Même dans les hôpitaux, où la santé du citoyen doit être prioritaire, on retrouve ce genre de comportement aberrant », poursuit-il.
Certains décident même de prendre leur congé annuel pendant ce mois pour éviter de travailler et passer ainsi leurs journées à dormir. « Le travail durant le mois du ramadhan devient très compliqué.

D’abord, il y a les longues journées de jeûne, qui sont très difficiles en été, et surtout le manque de sommeil.
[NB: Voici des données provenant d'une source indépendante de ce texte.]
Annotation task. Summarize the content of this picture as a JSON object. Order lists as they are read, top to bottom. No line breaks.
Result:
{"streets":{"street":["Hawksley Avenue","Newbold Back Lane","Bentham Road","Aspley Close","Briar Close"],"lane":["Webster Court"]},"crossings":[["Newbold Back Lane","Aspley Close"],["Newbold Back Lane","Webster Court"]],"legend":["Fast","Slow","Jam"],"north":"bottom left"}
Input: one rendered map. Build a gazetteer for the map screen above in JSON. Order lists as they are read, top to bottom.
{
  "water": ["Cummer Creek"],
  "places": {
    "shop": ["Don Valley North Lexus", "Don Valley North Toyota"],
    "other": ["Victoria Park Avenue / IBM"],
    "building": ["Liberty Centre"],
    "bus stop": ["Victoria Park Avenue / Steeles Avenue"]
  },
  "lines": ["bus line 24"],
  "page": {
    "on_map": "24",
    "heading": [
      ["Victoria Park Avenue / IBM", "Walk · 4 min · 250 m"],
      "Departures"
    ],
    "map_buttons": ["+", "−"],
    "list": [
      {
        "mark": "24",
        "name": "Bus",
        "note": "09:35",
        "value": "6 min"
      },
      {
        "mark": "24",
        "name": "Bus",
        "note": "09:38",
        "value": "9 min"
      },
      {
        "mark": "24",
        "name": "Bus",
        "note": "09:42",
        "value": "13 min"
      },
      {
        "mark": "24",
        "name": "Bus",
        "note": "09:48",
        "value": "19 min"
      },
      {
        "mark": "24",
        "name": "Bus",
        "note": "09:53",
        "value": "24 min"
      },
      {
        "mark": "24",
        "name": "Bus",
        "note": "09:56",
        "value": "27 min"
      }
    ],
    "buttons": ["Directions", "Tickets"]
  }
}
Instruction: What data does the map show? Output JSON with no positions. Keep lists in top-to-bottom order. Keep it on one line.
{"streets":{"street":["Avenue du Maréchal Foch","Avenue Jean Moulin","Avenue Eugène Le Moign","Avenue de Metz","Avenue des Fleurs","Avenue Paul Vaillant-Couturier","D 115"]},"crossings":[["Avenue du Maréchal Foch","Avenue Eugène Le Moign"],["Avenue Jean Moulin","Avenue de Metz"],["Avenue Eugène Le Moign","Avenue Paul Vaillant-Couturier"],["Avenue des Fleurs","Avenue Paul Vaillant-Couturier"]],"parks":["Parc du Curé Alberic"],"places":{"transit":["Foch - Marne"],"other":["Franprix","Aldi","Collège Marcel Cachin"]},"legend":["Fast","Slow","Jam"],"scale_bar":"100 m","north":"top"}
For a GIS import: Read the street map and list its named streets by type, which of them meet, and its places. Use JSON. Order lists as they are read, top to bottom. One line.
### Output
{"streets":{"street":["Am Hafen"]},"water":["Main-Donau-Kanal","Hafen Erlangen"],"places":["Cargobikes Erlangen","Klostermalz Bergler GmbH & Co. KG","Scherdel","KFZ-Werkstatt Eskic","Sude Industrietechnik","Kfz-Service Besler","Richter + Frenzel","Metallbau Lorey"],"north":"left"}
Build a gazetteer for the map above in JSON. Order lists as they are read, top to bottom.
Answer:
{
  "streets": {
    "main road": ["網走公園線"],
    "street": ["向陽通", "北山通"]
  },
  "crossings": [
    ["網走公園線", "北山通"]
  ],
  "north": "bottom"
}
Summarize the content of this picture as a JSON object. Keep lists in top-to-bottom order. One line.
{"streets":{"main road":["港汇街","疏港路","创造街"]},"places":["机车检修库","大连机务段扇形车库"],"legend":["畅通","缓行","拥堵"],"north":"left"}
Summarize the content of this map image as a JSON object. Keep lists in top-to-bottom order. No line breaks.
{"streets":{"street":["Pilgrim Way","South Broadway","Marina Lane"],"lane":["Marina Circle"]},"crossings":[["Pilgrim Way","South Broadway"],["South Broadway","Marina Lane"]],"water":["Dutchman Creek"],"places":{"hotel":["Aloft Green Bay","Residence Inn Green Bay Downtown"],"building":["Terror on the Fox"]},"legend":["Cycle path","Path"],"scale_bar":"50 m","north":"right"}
C’est pourquoi, cela fait 5 ans que je prends mon congé pendant ce mois pour me reposer », confie Si Messaoud, 59 ans, à une année de la retraite.

« Ce mois sacré, censé être celui de la piété, de la solidarité, de la paix et de la tolérance, se transforme en un mois de paresse, de dépenses excessives, de gaspillage et parfois même de rixes dans les rues, voire dans les bureaux. Le mois de ramadhan devient souvent une échappatoire, voire une excuse pour glisser du sensé vers l’absurde.

Par contre, les soirées sont plus animées, grâce à cet esprit qui pousse à faire la fête. C’est aussi un grand chamboulement concernant l’alimentation et le sommeil, les gens faisant de ce mois une occasion de se faire plaisir.

Loin de notre société le sens religieux et le souhait véritable de faire de ce mois une occasion de purifier l’âme et de renforcer les liens sociaux. Heureusement que les dourous des mosquées sont là pour sensibiliser, inculquer les bonnes manières et ramener les jeûneurs à l’évidence.